The doors are closed. Welcome to the cell. It’s
Autopoietic Morphogenesis (A.M.)
Placing two related terms side by side is an act of creation in itself. In this case, the debate is open as to whether these terms inform each other, devalue each other though repetition, generate a new valid term or are simply meaningless.
Maybe we need an ampersand in the middle? : Autopoiesis & Morphogenesis.
“Autopoiesis” (from Greek auto-, meaning “self”, and poiesis, meaning “creation, production”) refers to:
- a system capable of reproducing and maintaining itself.
“Morphogenesis “(from the Greek ‘morphê’ shape and ‘genesis’ creation, literally, “beginning of the shape”) is the process that
- causes an organism to develop its shape.
- controls the organised spatial distribution of cells during the embryonic development of an organism.
- describes the evolution of a body structure within a taxonomic group.
These descriptive terms of biological systems provide the model we’re going to be starting with, and a framework to begin hanging discussions on.
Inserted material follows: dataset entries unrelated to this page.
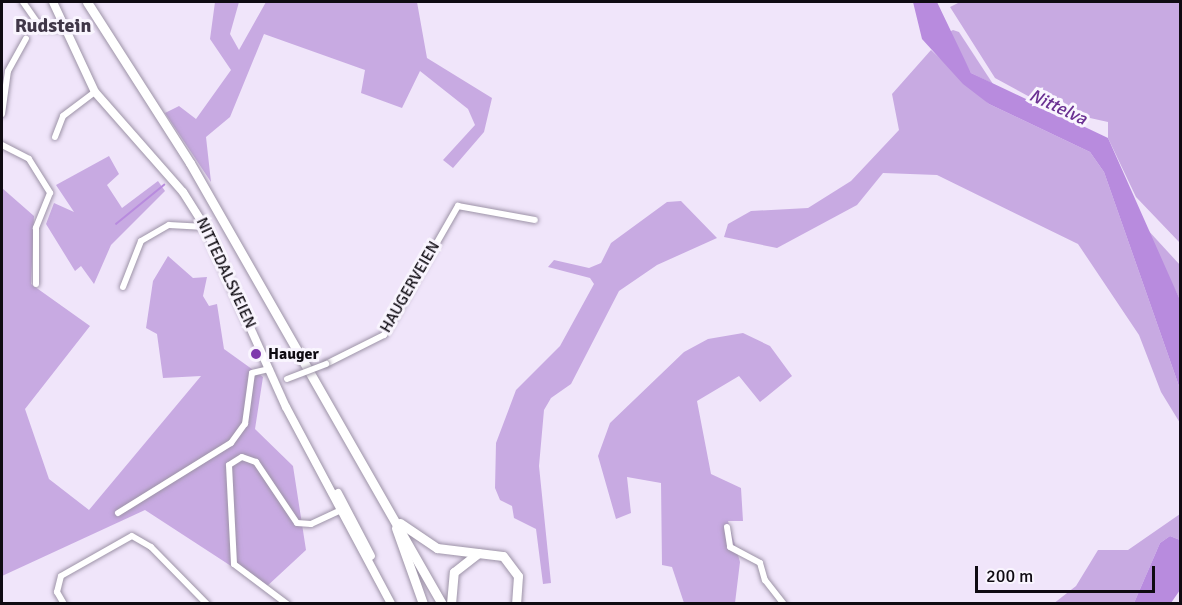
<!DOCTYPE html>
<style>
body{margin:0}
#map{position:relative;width:1182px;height:605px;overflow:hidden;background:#f0e5fa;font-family:Signika,sans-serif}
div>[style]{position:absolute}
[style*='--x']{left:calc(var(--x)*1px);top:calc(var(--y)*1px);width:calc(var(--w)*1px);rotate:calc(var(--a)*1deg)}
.green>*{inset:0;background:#c8aae2}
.water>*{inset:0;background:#b88bde}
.stream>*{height:1.5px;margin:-0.75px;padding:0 0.75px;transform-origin:0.75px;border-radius:0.75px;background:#b88bde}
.roads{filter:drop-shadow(0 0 2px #9d93a7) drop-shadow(0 0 2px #9d93a7)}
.minor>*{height:6px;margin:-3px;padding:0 3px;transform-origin:3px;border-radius:3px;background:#fff}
.secondary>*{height:8px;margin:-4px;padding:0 4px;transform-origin:4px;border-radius:4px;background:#fff}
.trunk>*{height:9px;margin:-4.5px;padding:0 4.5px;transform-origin:4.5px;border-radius:4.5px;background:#fff}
.bridges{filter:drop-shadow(0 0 2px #9d93a7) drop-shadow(0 0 2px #9d93a7)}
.minor-bridge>*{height:6px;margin:-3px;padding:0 3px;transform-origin:3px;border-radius:3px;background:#fff}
.dots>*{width:16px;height:16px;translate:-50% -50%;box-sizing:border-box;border:3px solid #f9f5fe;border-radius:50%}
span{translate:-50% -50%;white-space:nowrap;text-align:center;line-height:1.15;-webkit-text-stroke:6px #f9f5fe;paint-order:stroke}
.street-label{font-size:16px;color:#0f0b12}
.poi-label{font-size:16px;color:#0f0b12;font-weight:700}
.left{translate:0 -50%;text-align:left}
.water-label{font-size:18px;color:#6a3092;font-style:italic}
.quarter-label{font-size:20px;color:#403748;font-weight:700}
.frame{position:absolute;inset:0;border:3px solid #0f0b12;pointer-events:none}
.scale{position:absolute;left:975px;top:566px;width:180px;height:27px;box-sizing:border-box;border:3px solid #0f0b12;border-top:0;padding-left:8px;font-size:18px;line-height:21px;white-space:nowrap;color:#0f0b12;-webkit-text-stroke:4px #f9f5fe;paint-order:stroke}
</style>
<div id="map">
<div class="green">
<div style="clip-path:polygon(215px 2px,239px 2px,230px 34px,239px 50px,266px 2px,417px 2px,427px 58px,492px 98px,484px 132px,453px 168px,443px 160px,475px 125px,468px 109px,420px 71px,402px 108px,361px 93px,365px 70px,264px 34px,230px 117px,206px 137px,211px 182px,165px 113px,179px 106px,196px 119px,231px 70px,210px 39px)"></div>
<div style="clip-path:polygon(960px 2px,1180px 2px,1180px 243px,1136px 197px,1108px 138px,1108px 122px,1054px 110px,995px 78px,950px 7px)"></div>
<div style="clip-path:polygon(953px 30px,959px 32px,993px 84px,971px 73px,949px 32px)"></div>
<div style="clip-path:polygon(931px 50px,989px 104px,1090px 152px,1104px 172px,1180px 389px,1180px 423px,1161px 392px,1139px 335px,1078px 244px,937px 175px,883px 173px,857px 205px,777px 248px,724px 237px,728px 224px,751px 211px,808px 208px,851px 181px,899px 130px,892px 94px)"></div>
<div style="clip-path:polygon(109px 156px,119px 174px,107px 185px,122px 208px,158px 181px,165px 191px,111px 245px,94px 284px,81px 266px,75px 271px,46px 224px,54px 203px,74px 212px,56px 185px)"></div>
<div style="clip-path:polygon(2px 188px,34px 216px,31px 284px,90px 326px,25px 409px,49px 479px,89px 510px,201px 376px,163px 378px,157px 334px,146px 328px,153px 281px,168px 256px,193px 278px,207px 277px,203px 296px,209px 306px,217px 304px,224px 349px,263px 377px,255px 429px,293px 466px,306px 550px,265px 588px,145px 510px,2px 576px)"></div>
<div style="clip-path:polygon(681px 201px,717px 238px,657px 265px,619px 291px,571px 384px,551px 398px,544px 410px,539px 466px,551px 583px,543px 584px,536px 529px,514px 518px,512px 506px,500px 500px,495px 488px,496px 443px,516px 390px,560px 346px,594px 284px,590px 278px,548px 267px,554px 260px,589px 268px,601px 263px,611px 243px,667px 202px)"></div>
<div style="clip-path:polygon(1146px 228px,1180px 265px,1180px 300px,1157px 253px)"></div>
<div style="clip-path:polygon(743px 333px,770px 346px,792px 376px,760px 402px,739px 376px,697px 401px,711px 474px,741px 488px,743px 521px,728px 521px,740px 562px,735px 603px,684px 603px,672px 567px,662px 565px,661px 483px,627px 477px,631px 513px,616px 519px,598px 456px,610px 423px,684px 352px,708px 339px)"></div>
<div style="clip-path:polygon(1180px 514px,1180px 540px,1170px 536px,1160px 543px,1134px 603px,1053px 604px,1076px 586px,1098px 550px,1128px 550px)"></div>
</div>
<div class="water">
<div style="clip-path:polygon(913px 2px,937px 2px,971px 73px,1108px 138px,1180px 300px,1180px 389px,1104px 172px,1090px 152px,989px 104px,963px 84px,922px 39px)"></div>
<div style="clip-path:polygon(1170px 536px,1180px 540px,1180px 590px,1171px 603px,1134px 603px,1160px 543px)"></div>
</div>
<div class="stream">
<div style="--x:116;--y:224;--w:62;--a:-39.1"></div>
</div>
<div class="roads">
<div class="minor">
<div style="--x:23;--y:2;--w:32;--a:55"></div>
<div style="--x:41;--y:28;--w:24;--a:2"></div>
<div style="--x:2;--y:114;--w:43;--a:-82.1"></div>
<div style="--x:8;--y:71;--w:37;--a:-61"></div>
<div style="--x:55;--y:137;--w:22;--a:-69"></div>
<div style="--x:63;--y:116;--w:40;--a:-37"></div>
<div style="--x:2;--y:145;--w:30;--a:27"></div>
<div style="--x:29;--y:159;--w:40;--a:58"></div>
<div style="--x:50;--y:193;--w:38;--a:112"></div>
<div style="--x:36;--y:228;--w:56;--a:90"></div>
<div style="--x:123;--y:287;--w:49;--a:-68.6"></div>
<div style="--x:141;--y:241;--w:32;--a:-30"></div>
<div style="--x:169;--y:225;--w:36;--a:3"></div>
<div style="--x:326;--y:364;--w:65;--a:-26.6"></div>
<div style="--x:384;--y:335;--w:149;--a:-60.2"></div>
<div style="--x:458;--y:206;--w:78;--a:10.3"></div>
<div style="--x:118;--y:513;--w:133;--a:-31.8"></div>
<div style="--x:231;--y:443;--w:24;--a:-54"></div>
<div style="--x:245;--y:424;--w:51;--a:-82.2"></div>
<div style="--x:252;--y:373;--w:18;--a:-13"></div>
<div style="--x:727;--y:527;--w:20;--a:81"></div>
<div style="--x:730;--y:547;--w:34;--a:28"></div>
<div style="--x:760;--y:563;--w:18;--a:74"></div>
<div style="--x:765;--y:580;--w:31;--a:52"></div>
<div style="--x:64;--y:604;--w:14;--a:-120"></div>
<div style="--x:57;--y:592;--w:16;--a:-76"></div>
<div style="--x:61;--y:576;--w:81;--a:-29.4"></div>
<div style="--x:132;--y:536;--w:22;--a:30"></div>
<div style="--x:151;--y:547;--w:80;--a:45.5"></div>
<div style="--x:287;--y:604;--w:66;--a:-143"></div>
<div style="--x:234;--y:564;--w:99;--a:-92.9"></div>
<div style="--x:229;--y:465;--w:15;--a:-32"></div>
<div style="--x:242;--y:457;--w:15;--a:20"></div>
<div style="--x:256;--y:462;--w:73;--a:56.1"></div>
<div style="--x:297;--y:523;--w:14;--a:4"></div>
<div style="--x:311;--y:524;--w:35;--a:-25"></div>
</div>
<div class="secondary">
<div style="--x:53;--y:2;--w:99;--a:65"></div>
<div style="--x:95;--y:92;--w:133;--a:48.7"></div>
<div style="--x:183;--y:192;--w:41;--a:57.8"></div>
<div style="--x:205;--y:227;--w:197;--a:65.8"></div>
<div style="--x:286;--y:407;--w:223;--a:61.9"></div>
<div style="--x:338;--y:493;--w:71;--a:62.4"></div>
</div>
<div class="trunk">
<div style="--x:87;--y:2;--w:191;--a:57.4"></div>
<div style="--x:190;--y:163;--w:508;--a:60.26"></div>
<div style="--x:400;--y:523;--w:45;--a:34"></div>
<div style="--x:437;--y:548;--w:66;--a:6.9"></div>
<div style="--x:503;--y:556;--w:25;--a:53"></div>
<div style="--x:518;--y:576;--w:28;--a:94"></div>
<div style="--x:396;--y:528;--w:81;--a:70.4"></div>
<div style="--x:451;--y:604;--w:32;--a:-85"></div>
<div style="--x:454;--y:572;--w:31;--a:-38"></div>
</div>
</div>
<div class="bridges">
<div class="minor-bridge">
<div style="--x:287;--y:379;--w:42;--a:-21"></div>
</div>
</div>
<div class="dots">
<div style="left:256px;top:354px;background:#7e39ac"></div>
</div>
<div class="street-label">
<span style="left:226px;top:273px;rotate:65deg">NITTEDALSVEIEN</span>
<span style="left:410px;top:287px;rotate:-60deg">HAUGERVEIEN</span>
</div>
<div class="poi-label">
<span class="left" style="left:268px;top:354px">Hauger</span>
</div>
<div class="water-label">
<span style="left:1058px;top:107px;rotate:25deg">Nittelva</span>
</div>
<div class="quarter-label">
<span style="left:53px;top:25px">Rudstein</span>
</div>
<div class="frame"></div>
<div class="scale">200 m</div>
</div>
For the duration of an a.m session the walls of CAS become a membrane, and we are the biological process that ensures the cell grows, mutates and evolves in unpredictable ways.
a.m sessions will be based on the four key interrelated classes of event that characterize biological development:
- Patterning: The setting up of the positions of future events across space (at a variety of scales)
- Regulation of timing: The ‘clock’ mechanisms that regulate when events happen and can drive the evolution of new body plans.
- Cell differentiation: Changes in a cell’s set of expressed genes (its molecular phenotype)
- Morphogenesis: The processes that generate tissue organisation and shape and are usually the downstream response to the timing and patterning.
These classes will provide our parameters.
a.m: How does it work?
- A group of participants meet.
- They split into two teams.
- Activity is regulated by alternating hour-slots.
- For ONE HOUR, a team will build, create and manipulate freely within the cell space using whatever resources are to hand.
- After one hour, the teams will change, with the new team responding to the patterns and structures left by the preceding group.
- Change and mutation can be subtractive as well as additive.
- The process will continue until a point of stability is found.
- This point can be determined through durational, aesthetic or material values and limitations.
All systems need energy to ‘go’. So, for us Material Supply is crucial.
This emerging methodology was used at Associates Launch day. The experiment ran from 11am – 4pm one weekend in December 2013 at Chapel Arts Studios in Andover.